Available data
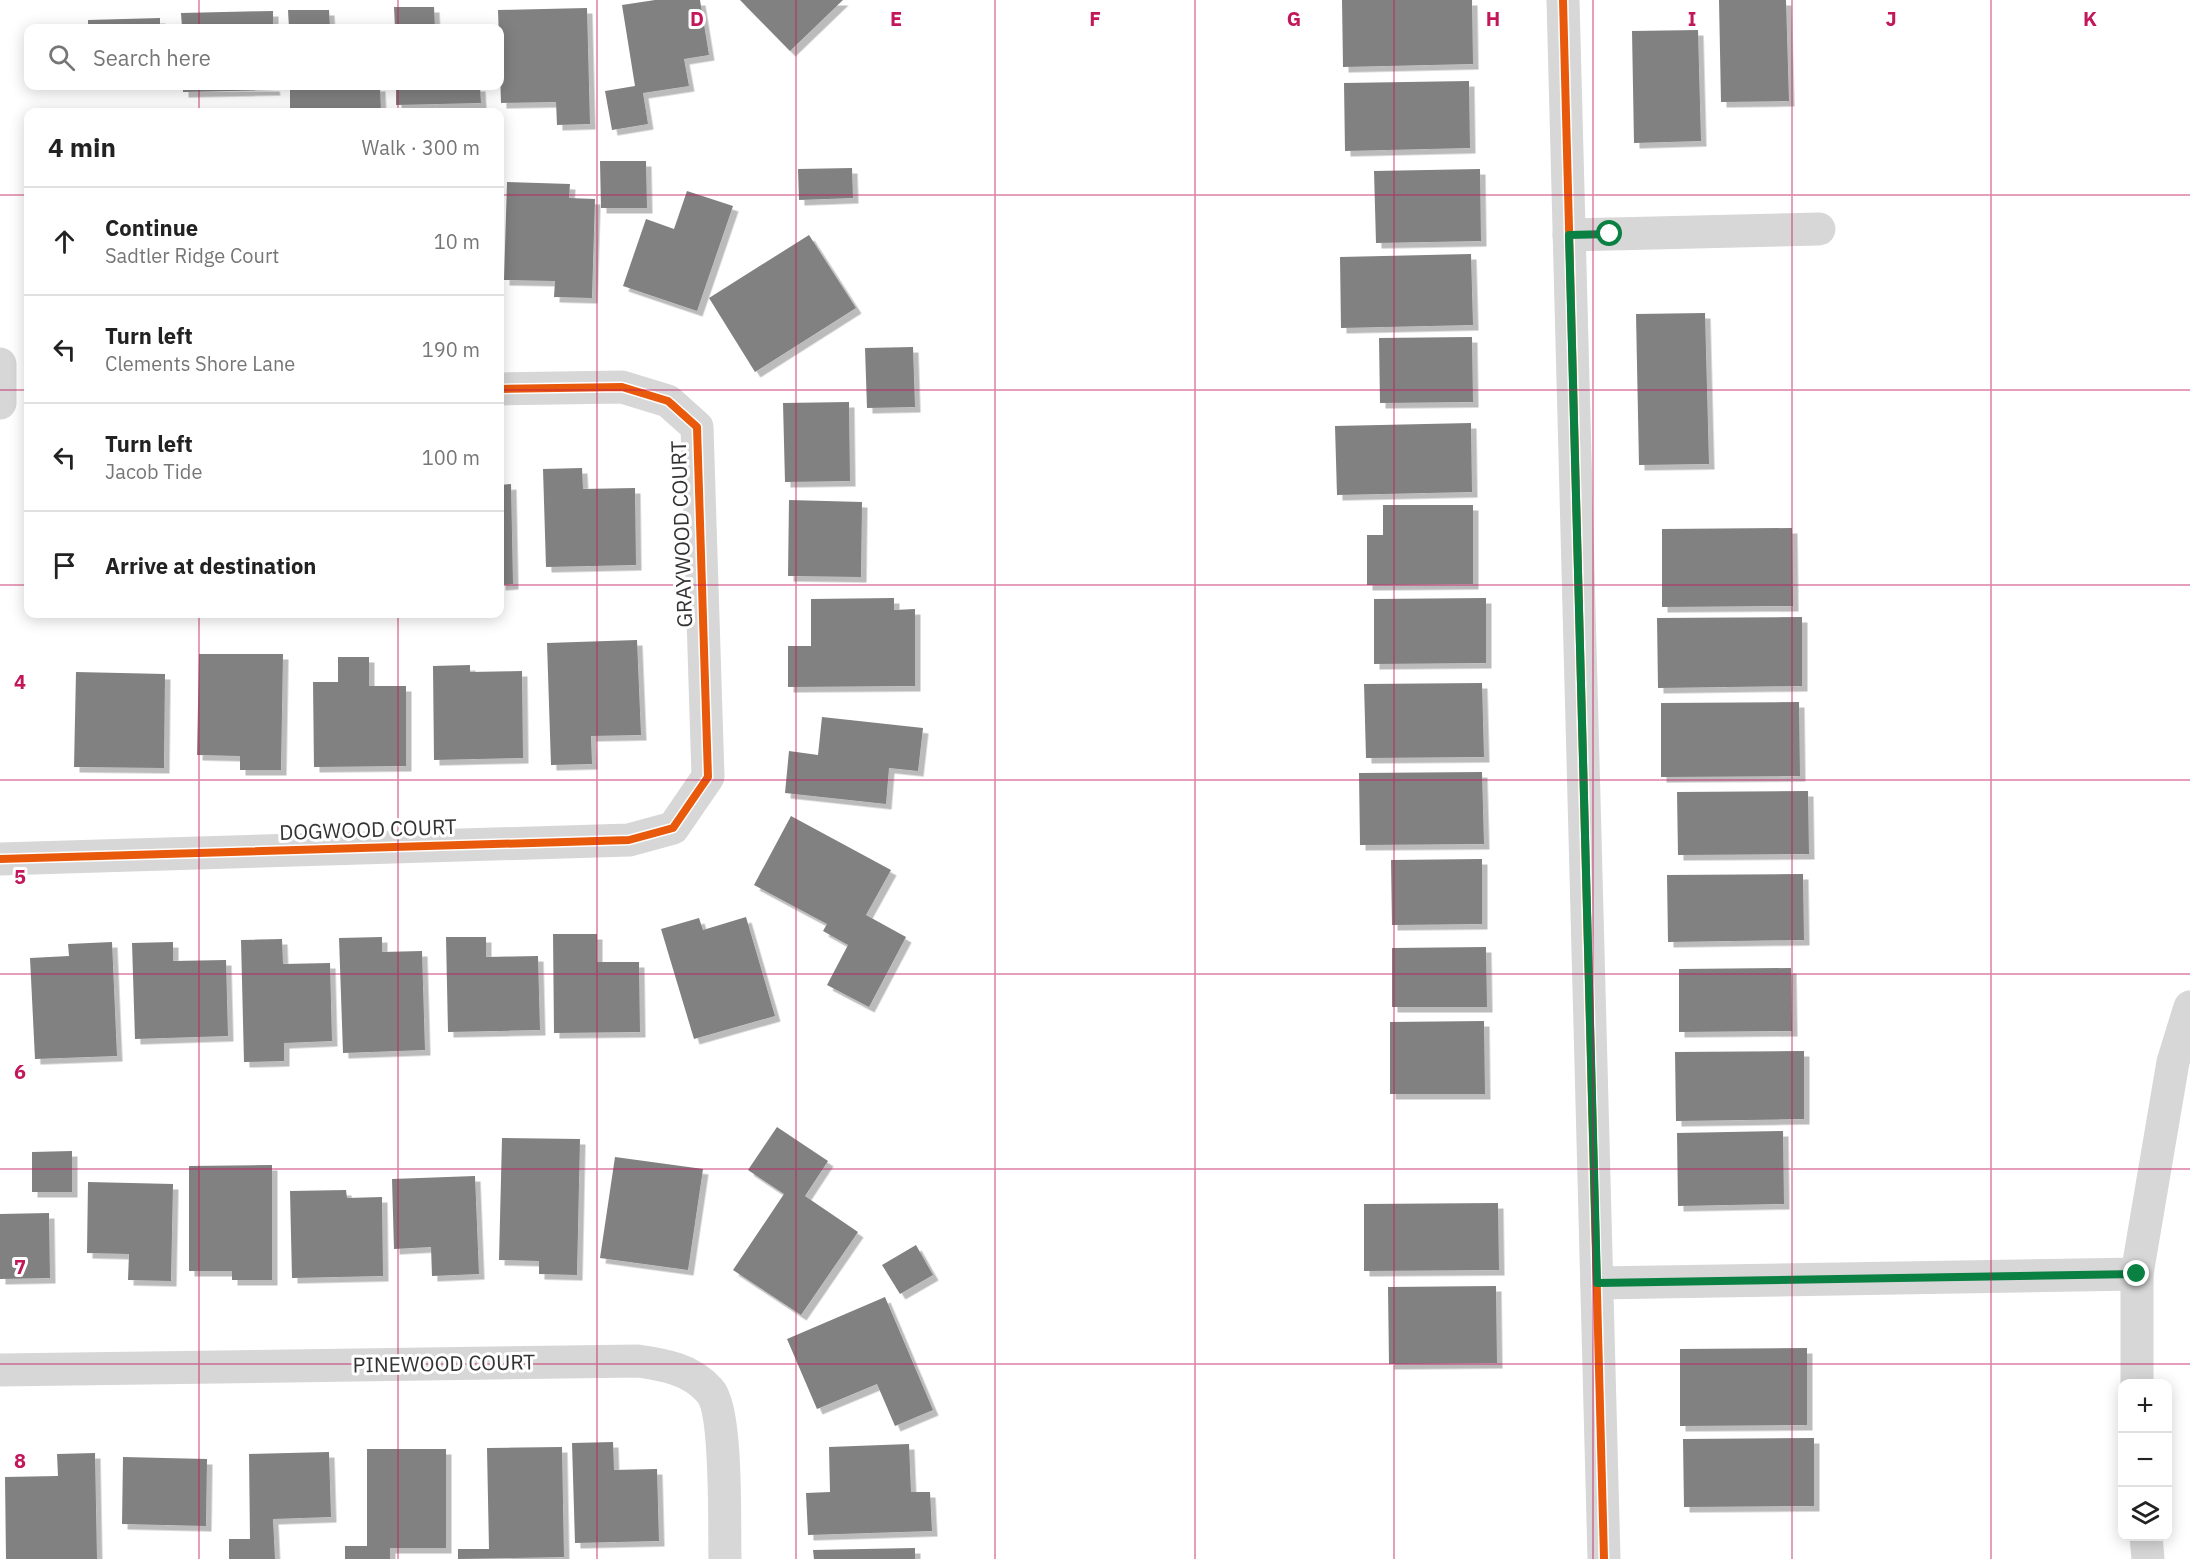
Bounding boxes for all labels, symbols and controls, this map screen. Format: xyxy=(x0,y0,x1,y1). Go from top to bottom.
text: D xyxy=(690,5,704,32)
text: E xyxy=(890,5,902,32)
text: F xyxy=(1089,5,1101,32)
text: G xyxy=(1287,5,1301,32)
text: H xyxy=(1486,5,1500,32)
text: I xyxy=(1688,5,1696,32)
text: J xyxy=(1885,5,1897,32)
text: K xyxy=(2083,5,2097,32)
search box xyxy=(24,24,504,90)
icon: search xyxy=(45,41,78,74)
text: Search here xyxy=(93,43,211,72)
text: 4 min xyxy=(48,130,116,164)
text: Walk · 300 m xyxy=(362,134,480,161)
text: Continue xyxy=(105,213,198,242)
route start xyxy=(1596,220,1622,246)
icon: ahead xyxy=(48,225,81,258)
text: 10 m xyxy=(434,228,480,255)
text: Sadtler Ridge Court xyxy=(105,242,279,269)
text: Turn left xyxy=(105,321,193,350)
icon: left xyxy=(48,333,81,366)
text: 190 m xyxy=(422,336,480,363)
text: Clements Shore Lane xyxy=(105,350,295,377)
text: Turn left xyxy=(105,429,193,458)
street label: GRAYWOOD COURT xyxy=(664,440,698,628)
icon: left xyxy=(48,441,81,474)
text: 100 m xyxy=(422,444,480,471)
text: Jacob Tide xyxy=(105,458,202,485)
icon: arrive xyxy=(48,549,81,582)
text: Arrive at destination xyxy=(105,551,316,580)
text: 4 xyxy=(14,668,26,695)
street label: DOGWOOD COURT xyxy=(279,812,457,846)
text: 5 xyxy=(14,863,26,890)
text: 6 xyxy=(14,1058,26,1085)
text: 7 xyxy=(14,1253,26,1280)
route end xyxy=(2123,1260,2149,1286)
street label: PINEWOOD COURT xyxy=(352,1347,535,1379)
map controls xyxy=(2118,1379,2172,1541)
button: + xyxy=(2118,1379,2172,1433)
button: − xyxy=(2118,1433,2172,1487)
text: 8 xyxy=(14,1447,26,1474)
button: layers xyxy=(2118,1487,2172,1541)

How to complete this task
The reply should repeat the listing above exactly and contain no pictures.

Solution to this task
Bounding boxes for all labels, symbols and controls, this map screen. Format: xyxy=(x0,y0,x1,y1). Go from top to bottom.
text: D xyxy=(690,5,704,32)
text: E xyxy=(890,5,902,32)
text: F xyxy=(1089,5,1101,32)
text: G xyxy=(1287,5,1301,32)
text: H xyxy=(1486,5,1500,32)
text: I xyxy=(1688,5,1696,32)
text: J xyxy=(1885,5,1897,32)
text: K xyxy=(2083,5,2097,32)
search box xyxy=(24,24,504,90)
icon: search xyxy=(45,41,78,74)
text: Search here xyxy=(93,43,211,72)
text: 4 min xyxy=(48,130,116,164)
text: Walk · 300 m xyxy=(362,134,480,161)
text: Continue xyxy=(105,213,198,242)
route start xyxy=(1596,220,1622,246)
icon: ahead xyxy=(48,225,81,258)
text: 10 m xyxy=(434,228,480,255)
text: Sadtler Ridge Court xyxy=(105,242,279,269)
text: Turn left xyxy=(105,321,193,350)
icon: left xyxy=(48,333,81,366)
text: 190 m xyxy=(422,336,480,363)
text: Clements Shore Lane xyxy=(105,350,295,377)
text: Turn left xyxy=(105,429,193,458)
street label: GRAYWOOD COURT xyxy=(664,440,698,628)
icon: left xyxy=(48,441,81,474)
text: 100 m xyxy=(422,444,480,471)
text: Jacob Tide xyxy=(105,458,202,485)
icon: arrive xyxy=(48,549,81,582)
text: Arrive at destination xyxy=(105,551,316,580)
text: 4 xyxy=(14,668,26,695)
street label: DOGWOOD COURT xyxy=(279,812,457,846)
text: 5 xyxy=(14,863,26,890)
text: 6 xyxy=(14,1058,26,1085)
text: 7 xyxy=(14,1253,26,1280)
route end xyxy=(2123,1260,2149,1286)
street label: PINEWOOD COURT xyxy=(352,1347,535,1379)
map controls xyxy=(2118,1379,2172,1541)
button: + xyxy=(2118,1379,2172,1433)
button: − xyxy=(2118,1433,2172,1487)
text: 8 xyxy=(14,1447,26,1474)
button: layers xyxy=(2118,1487,2172,1541)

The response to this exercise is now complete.